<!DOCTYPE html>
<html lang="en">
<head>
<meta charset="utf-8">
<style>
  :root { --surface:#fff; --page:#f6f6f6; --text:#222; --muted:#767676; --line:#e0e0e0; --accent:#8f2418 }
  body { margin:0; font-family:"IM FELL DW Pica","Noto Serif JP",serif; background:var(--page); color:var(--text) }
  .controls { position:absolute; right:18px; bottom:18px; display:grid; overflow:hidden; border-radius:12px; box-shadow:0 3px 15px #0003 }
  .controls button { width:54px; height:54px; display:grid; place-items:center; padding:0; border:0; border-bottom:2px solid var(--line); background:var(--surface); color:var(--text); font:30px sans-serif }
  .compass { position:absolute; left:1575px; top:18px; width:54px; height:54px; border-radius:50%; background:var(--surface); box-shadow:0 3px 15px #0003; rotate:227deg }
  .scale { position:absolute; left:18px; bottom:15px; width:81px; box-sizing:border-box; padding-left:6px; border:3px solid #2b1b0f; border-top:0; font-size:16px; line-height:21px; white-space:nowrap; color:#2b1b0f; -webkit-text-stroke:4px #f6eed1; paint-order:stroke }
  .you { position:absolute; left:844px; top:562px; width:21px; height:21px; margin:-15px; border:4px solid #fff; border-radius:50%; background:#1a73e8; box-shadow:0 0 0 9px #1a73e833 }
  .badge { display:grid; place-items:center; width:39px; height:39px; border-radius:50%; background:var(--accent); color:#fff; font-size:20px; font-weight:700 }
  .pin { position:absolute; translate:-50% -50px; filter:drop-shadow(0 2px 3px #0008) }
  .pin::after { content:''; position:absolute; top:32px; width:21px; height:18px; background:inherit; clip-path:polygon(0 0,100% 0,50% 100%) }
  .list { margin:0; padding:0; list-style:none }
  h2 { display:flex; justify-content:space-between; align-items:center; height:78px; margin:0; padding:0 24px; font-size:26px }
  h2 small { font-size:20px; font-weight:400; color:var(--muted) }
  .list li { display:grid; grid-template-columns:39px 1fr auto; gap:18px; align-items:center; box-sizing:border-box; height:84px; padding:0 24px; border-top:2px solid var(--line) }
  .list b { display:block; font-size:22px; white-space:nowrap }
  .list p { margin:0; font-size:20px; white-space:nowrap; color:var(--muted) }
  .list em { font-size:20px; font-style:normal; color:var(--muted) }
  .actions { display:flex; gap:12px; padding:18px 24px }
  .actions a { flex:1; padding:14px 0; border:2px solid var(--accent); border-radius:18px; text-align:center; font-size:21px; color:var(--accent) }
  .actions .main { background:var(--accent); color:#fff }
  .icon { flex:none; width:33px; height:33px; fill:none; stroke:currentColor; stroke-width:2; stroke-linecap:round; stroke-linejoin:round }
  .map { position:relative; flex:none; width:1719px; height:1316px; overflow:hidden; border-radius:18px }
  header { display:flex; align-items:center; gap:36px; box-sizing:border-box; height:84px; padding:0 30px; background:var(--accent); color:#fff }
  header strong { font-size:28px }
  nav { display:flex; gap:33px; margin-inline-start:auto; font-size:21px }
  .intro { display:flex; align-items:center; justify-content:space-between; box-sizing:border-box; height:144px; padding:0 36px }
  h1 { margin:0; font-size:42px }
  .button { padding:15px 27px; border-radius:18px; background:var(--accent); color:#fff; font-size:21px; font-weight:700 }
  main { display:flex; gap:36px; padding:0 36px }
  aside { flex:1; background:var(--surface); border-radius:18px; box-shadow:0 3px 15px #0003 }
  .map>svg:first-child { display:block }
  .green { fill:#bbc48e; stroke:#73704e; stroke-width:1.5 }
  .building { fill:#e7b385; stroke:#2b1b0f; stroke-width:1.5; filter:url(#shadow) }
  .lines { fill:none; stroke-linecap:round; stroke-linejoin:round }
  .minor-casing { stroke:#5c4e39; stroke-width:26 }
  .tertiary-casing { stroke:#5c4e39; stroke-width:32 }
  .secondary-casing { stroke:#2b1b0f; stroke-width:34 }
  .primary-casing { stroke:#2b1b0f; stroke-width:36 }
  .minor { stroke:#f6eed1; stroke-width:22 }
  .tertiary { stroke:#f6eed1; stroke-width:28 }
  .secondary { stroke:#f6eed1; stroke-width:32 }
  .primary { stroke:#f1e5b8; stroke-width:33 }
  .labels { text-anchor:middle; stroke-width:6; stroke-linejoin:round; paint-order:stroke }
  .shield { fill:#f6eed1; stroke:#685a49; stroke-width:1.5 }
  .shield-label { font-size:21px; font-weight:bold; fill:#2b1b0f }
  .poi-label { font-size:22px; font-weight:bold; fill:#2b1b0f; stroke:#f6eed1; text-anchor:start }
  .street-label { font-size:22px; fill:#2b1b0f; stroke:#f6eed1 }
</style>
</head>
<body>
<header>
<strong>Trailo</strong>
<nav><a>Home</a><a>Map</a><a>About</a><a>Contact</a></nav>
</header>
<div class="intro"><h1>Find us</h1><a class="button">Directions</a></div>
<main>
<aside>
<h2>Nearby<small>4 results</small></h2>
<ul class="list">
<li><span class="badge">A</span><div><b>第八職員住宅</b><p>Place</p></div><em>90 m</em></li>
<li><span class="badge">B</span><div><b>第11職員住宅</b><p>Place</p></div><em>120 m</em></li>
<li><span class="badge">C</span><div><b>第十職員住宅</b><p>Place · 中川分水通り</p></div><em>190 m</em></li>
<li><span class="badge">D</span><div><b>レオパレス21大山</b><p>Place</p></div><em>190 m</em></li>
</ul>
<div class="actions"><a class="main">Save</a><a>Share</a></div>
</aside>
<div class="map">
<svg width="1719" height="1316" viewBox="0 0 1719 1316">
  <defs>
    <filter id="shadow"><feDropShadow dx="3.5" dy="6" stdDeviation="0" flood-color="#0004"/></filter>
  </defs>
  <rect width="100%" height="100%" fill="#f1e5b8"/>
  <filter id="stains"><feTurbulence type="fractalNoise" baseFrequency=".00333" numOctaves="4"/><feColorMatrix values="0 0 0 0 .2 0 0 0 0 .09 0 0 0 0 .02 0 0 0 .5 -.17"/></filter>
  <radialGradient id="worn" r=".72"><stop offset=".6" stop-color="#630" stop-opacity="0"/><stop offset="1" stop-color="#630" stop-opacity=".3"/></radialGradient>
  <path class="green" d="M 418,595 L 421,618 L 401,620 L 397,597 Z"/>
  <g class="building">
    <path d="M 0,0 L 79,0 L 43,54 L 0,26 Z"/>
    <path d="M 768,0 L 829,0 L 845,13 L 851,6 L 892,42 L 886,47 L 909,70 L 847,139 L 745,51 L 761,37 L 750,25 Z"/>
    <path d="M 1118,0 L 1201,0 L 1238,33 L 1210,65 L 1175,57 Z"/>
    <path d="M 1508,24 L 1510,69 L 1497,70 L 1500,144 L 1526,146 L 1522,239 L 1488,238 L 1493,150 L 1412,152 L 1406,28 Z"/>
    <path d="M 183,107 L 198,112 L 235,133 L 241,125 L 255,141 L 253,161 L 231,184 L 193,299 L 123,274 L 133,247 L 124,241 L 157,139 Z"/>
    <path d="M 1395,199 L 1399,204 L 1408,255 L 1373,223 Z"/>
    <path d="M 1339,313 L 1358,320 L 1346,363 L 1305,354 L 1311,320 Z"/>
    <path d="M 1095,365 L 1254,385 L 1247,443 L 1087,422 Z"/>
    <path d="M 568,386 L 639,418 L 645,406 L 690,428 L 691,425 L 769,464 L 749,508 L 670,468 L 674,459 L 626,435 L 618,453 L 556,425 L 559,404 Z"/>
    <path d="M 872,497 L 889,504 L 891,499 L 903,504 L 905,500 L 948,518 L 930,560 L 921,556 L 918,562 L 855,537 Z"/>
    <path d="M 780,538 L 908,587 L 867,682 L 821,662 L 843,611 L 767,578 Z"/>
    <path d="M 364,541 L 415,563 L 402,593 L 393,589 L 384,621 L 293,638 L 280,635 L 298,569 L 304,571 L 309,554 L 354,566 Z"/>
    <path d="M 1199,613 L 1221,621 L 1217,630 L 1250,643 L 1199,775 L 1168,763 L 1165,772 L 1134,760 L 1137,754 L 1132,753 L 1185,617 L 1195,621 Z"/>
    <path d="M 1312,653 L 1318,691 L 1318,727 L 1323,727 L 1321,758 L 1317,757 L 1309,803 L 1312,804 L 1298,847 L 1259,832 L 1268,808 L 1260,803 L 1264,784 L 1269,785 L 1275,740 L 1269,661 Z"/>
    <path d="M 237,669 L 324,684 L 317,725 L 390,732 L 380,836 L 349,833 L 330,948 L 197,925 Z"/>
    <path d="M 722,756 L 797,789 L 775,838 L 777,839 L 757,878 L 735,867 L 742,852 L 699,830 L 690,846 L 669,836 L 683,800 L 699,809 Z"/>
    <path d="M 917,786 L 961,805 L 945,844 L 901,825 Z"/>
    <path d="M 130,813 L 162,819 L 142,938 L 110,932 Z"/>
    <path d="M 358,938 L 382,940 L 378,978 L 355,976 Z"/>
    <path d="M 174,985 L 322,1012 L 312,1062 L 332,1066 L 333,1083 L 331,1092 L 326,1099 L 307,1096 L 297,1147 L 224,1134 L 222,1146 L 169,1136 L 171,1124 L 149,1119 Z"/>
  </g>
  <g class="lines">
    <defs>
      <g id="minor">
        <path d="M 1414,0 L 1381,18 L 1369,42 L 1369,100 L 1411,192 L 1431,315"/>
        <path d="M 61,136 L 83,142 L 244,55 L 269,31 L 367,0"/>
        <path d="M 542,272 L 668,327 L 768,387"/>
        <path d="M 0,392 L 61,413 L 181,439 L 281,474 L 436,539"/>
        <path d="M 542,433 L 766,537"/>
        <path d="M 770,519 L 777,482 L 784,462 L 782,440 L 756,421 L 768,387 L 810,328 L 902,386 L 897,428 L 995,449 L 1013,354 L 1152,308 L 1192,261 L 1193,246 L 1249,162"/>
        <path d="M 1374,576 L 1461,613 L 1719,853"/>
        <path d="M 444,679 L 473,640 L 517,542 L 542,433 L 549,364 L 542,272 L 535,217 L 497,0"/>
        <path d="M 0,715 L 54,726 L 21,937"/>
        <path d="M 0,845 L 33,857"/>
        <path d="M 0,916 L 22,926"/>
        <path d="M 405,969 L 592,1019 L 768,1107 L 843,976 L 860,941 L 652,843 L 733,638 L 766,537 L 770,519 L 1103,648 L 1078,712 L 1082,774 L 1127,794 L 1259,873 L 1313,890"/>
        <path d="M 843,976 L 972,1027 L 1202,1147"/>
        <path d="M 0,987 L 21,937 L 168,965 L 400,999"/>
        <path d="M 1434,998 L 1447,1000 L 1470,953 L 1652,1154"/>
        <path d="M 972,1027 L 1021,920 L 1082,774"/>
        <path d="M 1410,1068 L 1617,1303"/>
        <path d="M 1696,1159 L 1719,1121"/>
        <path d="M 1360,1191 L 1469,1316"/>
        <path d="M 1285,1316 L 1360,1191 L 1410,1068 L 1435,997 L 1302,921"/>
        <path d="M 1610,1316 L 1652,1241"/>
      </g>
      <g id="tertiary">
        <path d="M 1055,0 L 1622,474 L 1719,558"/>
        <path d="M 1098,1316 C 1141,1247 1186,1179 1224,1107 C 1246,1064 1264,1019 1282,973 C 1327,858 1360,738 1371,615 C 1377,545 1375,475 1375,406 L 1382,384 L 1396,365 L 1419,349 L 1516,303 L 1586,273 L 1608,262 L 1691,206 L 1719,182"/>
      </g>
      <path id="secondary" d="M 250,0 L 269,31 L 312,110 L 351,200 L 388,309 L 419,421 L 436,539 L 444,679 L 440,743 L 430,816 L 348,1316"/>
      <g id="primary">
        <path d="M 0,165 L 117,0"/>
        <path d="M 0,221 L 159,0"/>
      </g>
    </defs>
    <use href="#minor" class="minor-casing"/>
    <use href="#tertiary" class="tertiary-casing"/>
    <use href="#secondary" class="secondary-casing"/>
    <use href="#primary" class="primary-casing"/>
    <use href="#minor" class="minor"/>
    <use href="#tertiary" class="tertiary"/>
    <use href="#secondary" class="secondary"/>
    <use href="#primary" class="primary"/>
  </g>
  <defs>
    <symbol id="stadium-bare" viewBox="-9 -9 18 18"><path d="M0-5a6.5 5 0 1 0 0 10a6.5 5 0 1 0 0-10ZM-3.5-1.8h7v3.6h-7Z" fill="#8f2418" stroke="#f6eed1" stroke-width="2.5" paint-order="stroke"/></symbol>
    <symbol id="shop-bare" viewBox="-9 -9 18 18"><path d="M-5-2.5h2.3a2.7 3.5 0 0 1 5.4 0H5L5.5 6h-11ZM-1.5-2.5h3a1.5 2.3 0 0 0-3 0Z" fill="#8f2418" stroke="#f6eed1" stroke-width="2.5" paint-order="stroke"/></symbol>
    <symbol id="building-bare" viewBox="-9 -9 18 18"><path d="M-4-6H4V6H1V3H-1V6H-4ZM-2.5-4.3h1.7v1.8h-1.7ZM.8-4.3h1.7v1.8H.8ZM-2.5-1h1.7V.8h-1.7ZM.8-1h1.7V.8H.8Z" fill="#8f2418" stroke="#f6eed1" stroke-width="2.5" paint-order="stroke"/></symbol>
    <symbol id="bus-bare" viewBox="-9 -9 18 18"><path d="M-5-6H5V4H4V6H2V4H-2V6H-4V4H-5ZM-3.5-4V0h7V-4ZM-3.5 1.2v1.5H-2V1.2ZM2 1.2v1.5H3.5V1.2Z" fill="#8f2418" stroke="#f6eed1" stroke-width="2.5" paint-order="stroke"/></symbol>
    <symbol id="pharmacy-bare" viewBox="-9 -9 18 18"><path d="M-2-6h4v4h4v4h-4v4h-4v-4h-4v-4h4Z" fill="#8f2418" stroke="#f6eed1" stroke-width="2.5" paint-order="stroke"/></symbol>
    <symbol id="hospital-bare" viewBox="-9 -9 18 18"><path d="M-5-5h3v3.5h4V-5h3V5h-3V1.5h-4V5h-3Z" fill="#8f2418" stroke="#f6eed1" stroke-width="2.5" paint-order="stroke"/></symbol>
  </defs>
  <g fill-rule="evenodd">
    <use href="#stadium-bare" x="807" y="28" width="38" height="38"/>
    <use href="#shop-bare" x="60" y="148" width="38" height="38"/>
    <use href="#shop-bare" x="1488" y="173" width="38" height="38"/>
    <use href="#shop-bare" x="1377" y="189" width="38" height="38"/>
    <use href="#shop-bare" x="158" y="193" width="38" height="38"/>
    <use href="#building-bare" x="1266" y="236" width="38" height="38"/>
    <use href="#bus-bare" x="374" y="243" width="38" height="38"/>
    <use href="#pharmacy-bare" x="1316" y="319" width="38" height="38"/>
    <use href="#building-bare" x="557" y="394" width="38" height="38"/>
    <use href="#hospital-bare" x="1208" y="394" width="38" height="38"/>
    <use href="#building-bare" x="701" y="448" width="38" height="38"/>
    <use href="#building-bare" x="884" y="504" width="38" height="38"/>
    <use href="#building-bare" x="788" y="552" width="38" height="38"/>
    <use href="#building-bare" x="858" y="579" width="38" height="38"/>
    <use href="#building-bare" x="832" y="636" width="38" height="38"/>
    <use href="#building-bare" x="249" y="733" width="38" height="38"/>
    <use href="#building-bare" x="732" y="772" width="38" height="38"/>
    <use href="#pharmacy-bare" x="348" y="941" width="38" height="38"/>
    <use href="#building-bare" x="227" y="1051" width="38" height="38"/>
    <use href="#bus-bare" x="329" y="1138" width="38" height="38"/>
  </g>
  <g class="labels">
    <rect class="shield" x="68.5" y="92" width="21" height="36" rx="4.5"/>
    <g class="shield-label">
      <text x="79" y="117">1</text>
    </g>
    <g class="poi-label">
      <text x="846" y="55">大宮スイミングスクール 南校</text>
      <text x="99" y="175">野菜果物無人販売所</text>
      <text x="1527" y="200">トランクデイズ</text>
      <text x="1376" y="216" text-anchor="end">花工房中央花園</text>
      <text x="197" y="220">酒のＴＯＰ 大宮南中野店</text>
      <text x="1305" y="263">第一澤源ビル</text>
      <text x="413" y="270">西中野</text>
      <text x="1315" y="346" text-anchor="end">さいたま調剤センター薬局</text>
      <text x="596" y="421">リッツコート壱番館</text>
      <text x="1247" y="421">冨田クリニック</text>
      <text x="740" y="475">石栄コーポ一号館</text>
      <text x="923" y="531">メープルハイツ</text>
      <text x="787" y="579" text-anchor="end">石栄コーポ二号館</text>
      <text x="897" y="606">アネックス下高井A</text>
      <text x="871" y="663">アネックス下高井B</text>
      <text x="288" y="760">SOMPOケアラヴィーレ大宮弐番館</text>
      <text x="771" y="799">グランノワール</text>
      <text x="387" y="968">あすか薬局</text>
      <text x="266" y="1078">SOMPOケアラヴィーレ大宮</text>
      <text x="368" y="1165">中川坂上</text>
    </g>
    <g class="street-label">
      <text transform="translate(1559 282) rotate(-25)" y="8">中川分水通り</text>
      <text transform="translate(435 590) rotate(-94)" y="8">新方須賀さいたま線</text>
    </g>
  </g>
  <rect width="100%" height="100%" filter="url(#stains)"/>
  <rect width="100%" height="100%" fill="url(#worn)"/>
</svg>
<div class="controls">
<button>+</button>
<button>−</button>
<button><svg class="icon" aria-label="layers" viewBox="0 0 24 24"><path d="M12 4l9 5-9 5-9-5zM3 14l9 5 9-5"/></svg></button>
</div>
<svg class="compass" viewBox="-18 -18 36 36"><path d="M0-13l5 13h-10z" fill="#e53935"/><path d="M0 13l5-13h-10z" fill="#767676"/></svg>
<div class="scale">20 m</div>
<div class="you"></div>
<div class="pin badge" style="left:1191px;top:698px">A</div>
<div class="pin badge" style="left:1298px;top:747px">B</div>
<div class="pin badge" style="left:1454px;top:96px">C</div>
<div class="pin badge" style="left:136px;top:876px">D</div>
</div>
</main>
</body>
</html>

*****

▶ [Description of the task] All lines above from the one containing "flex:1; padding:14px 0;" to the one containing "fill:#f6eed1; stroke:#685a49; stroke-width:1.5" must be repeated exactly, both lines included, and no others.

▶ [Written answer]
  .actions a { flex:1; padding:14px 0; border:2px solid var(--accent); border-radius:18px; text-align:center; font-size:21px; color:var(--accent) }
  .actions .main { background:var(--accent); color:#fff }
  .icon { flex:none; width:33px; height:33px; fill:none; stroke:currentColor; stroke-width:2; stroke-linecap:round; stroke-linejoin:round }
  .map { position:relative; flex:none; width:1719px; height:1316px; overflow:hidden; border-radius:18px }
  header { display:flex; align-items:center; gap:36px; box-sizing:border-box; height:84px; padding:0 30px; background:var(--accent); color:#fff }
  header strong { font-size:28px }
  nav { display:flex; gap:33px; margin-inline-start:auto; font-size:21px }
  .intro { display:flex; align-items:center; justify-content:space-between; box-sizing:border-box; height:144px; padding:0 36px }
  h1 { margin:0; font-size:42px }
  .button { padding:15px 27px; border-radius:18px; background:var(--accent); color:#fff; font-size:21px; font-weight:700 }
  main { display:flex; gap:36px; padding:0 36px }
  aside { flex:1; background:var(--surface); border-radius:18px; box-shadow:0 3px 15px #0003 }
  .map>svg:first-child { display:block }
  .green { fill:#bbc48e; stroke:#73704e; stroke-width:1.5 }
  .building { fill:#e7b385; stroke:#2b1b0f; stroke-width:1.5; filter:url(#shadow) }
  .lines { fill:none; stroke-linecap:round; stroke-linejoin:round }
  .minor-casing { stroke:#5c4e39; stroke-width:26 }
  .tertiary-casing { stroke:#5c4e39; stroke-width:32 }
  .secondary-casing { stroke:#2b1b0f; stroke-width:34 }
  .primary-casing { stroke:#2b1b0f; stroke-width:36 }
  .minor { stroke:#f6eed1; stroke-width:22 }
  .tertiary { stroke:#f6eed1; stroke-width:28 }
  .secondary { stroke:#f6eed1; stroke-width:32 }
  .primary { stroke:#f1e5b8; stroke-width:33 }
  .labels { text-anchor:middle; stroke-width:6; stroke-linejoin:round; paint-order:stroke }
  .shield { fill:#f6eed1; stroke:#685a49; stroke-width:1.5 }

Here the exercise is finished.